Moviendo una de aquellas cajas un sonido extraño comenzó a zumbar. En una de las esquinas donde se apilaban las cajas había un panal. Alrededor se llenó de abejas y en un breve instante note varios picotazos en la cara y las manos. ¡Soy alérgico! No tardé en notar como el pulso se aceleraba y la respiración se me estaba volviendo fatigosa. Entré en pánico. Narval se acercó a mí y me dijo que me tranquilizara. Le describí nervioso que era otoño y no llevaba el autoinyectador de adrenalina y que si me empeoraba podía incluso perder el conocimiento.

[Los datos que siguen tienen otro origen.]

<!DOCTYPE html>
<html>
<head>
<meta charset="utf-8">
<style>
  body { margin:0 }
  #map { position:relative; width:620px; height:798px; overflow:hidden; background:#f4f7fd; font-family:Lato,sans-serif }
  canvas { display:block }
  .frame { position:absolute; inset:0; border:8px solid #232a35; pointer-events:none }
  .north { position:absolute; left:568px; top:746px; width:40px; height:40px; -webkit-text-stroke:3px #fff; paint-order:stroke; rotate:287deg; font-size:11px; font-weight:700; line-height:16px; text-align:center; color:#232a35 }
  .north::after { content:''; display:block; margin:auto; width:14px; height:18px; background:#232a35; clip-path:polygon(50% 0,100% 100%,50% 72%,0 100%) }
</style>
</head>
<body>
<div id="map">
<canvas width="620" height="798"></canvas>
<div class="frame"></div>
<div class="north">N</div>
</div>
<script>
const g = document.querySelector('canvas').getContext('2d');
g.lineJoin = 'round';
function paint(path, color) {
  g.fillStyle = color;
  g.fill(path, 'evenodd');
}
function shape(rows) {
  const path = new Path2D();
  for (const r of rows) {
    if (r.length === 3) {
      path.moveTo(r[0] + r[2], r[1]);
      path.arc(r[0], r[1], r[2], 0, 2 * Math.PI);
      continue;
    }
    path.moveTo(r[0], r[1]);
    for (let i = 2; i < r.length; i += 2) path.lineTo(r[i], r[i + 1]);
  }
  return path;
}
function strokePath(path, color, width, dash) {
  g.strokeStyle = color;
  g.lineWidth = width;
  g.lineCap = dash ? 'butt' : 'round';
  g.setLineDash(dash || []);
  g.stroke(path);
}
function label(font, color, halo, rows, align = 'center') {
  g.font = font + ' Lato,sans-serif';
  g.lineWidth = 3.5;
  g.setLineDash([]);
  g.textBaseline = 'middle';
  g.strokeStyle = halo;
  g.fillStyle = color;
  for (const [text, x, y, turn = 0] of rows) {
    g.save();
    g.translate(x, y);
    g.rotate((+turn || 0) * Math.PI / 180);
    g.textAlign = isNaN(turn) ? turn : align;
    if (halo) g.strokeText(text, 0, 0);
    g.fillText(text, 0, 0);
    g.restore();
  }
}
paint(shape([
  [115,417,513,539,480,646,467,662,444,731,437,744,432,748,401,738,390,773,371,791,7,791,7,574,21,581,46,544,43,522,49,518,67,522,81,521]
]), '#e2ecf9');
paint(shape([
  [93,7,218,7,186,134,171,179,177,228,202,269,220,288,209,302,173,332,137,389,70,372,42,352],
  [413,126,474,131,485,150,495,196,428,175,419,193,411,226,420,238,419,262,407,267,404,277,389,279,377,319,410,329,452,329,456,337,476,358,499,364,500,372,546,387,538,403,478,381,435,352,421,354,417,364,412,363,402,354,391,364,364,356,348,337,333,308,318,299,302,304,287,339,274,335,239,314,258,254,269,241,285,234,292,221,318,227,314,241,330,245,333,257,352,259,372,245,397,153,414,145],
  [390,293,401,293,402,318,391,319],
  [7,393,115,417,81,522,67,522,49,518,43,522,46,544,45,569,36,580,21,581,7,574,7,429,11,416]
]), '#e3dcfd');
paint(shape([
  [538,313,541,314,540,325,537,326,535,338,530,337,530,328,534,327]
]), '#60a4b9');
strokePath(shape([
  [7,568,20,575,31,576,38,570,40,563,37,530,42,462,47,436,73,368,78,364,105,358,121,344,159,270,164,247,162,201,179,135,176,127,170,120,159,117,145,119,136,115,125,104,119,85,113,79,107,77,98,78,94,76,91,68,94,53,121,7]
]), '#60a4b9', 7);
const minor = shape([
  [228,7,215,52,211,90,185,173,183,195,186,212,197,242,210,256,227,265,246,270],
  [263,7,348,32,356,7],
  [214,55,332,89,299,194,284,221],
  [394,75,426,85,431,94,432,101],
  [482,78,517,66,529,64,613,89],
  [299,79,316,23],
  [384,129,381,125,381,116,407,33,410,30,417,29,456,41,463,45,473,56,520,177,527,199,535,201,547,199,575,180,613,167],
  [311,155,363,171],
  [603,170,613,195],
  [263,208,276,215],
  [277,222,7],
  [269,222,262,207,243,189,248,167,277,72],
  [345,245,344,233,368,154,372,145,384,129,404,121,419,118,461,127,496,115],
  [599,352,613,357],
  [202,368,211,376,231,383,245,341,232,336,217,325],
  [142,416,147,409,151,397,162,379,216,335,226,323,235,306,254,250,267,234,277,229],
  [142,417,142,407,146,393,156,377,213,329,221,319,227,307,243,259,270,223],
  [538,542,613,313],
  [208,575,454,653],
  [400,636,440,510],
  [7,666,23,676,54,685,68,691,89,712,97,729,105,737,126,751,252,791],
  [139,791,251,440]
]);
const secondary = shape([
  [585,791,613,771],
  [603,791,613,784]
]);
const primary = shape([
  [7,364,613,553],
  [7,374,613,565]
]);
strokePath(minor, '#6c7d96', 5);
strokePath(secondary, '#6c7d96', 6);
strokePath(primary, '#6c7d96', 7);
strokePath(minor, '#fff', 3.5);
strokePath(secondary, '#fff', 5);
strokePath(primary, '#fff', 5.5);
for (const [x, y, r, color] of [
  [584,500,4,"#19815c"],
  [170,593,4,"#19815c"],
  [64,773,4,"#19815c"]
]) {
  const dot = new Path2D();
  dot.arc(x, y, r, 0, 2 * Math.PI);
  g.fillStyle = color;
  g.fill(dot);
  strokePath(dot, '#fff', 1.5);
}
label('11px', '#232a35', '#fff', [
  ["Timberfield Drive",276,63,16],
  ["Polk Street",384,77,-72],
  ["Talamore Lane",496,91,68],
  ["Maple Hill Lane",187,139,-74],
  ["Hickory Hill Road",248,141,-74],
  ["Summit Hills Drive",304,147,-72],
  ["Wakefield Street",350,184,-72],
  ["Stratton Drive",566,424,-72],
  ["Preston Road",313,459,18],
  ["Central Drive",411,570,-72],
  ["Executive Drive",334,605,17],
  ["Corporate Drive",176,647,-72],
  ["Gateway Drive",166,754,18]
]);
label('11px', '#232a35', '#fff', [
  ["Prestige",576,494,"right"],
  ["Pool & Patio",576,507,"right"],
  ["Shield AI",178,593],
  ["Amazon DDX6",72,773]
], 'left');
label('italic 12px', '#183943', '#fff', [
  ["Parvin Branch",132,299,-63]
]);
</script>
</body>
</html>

Ella tomó mi mano y tirando me alejó del panal. Me sentó sobre un palé. Llevó su dedo índice a sus labios y me mandó callar. Yo notaba como cada vez me faltaba más el aire. Me estaba desencajando. Entonces, con mis ojos desorbitados, vi como Narval llevó su mano derecha y posó sus dedos índice y corazón sobre el tatuaje de su muñeca izquierda. A continuación posó sobre mi frente la palma de la mano izquierda. Noté como un hormigueo invadía mi cuerpo desde la cabeza. El pulso comenzó a ralentizarse. Mis pulmones se expandieron llenándose de aire fresco. Estaba perplejo, ¿Cómo lo había hecho?

Supongo que intuyó mi confusión. Volvimos a cruzar nuestras miradas y una nueva sonrisa apareció en su rostro.

- No me llaman Narval sólo por las leyendas de mi abuelo. Desciendo por parte de mi madre de los inuit. Mi abuelo fue un gran angakok en Alaska. Desde pequeña él supo que había heredado sus poderes.

- ¿Qué es un angakok? —aún estaba confuso.

- Es, para que me entiendas, un chaman. Las mujeres inuit con dichos atributos nos llaman muktuk. Tengo la capacidad de curar ciertos sufrimientos humanos como la intoxicación. En la tradición esquimal se dice que el narval curaba los envenenamientos, de ahí el nombre que me otorgó el abuelo.

- Un placer haberte conocido muktuk y una magia que estuvieras a mi lado. — Tomé su mano, la acerqué a mis labios y besé su tatuaje.

Aquellos ojos rasgados, de pestañas espesas y campos de trigo verde y oro destilaron un brillo fulgente. Su tímida sonrisa estalló en una carcajada mientras su larga cabellera se balanceaba. Humedeció sus labios y sus palabras fueron un sereno ensayo.

- Querido Marcos creo que esto puede ser el inicio de una auténtica amistad. Aún no se sabe que océanos surcaremos. Tal vez cuando llegue el invierno con Qanik (nieve) percibiremos que melodía tararean nuestros corazones.